Stored items
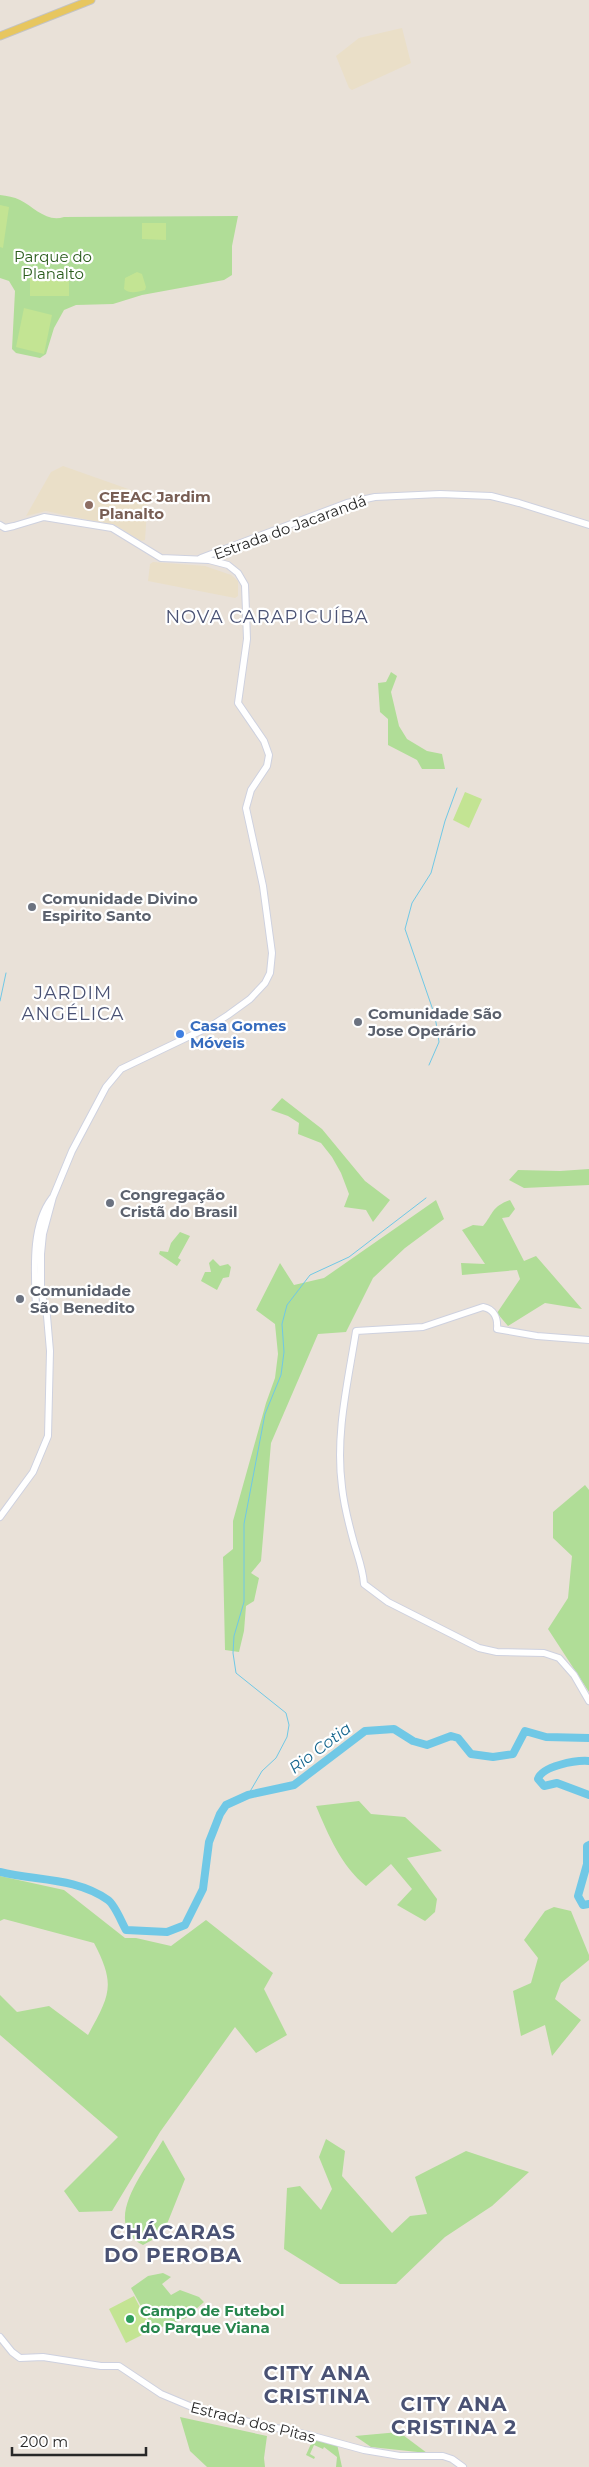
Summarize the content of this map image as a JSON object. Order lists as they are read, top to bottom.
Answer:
{
  "streets": {
    "street": ["Estrada do Jacarandá", "Estrada dos Pitas"]
  },
  "districts": [
    "NOVA CARAPICUÍBA",
    "JARDIM ANGÉLICA",
    "CHÁCARAS DO PEROBA",
    "CITY ANA CRISTINA",
    "CITY ANA CRISTINA 2"
  ],
  "water": ["Rio Cotia"],
  "parks": ["Parque do Planalto"],
  "places": [
    "CEEAC Jardim Planalto",
    "Comunidade Divino Espirito Santo",
    "Comunidade São Jose Operário",
    "Casa Gomes Móveis",
    "Congregação Cristã do Brasil",
    "Comunidade São Benedito",
    "Campo de Futebol do Parque Viana"
  ],
  "scale_bar": "200 m"
}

What to work on:
Although the records hold pictures, return only what remains, word for word.

Answer to this task:
Summarize the content of this map image as a JSON object. Order lists as they are read, top to bottom.
Answer:
{
  "streets": {
    "street": ["Estrada do Jacarandá", "Estrada dos Pitas"]
  },
  "districts": [
    "NOVA CARAPICUÍBA",
    "JARDIM ANGÉLICA",
    "CHÁCARAS DO PEROBA",
    "CITY ANA CRISTINA",
    "CITY ANA CRISTINA 2"
  ],
  "water": ["Rio Cotia"],
  "parks": ["Parque do Planalto"],
  "places": [
    "CEEAC Jardim Planalto",
    "Comunidade Divino Espirito Santo",
    "Comunidade São Jose Operário",
    "Casa Gomes Móveis",
    "Congregação Cristã do Brasil",
    "Comunidade São Benedito",
    "Campo de Futebol do Parque Viana"
  ],
  "scale_bar": "200 m"
}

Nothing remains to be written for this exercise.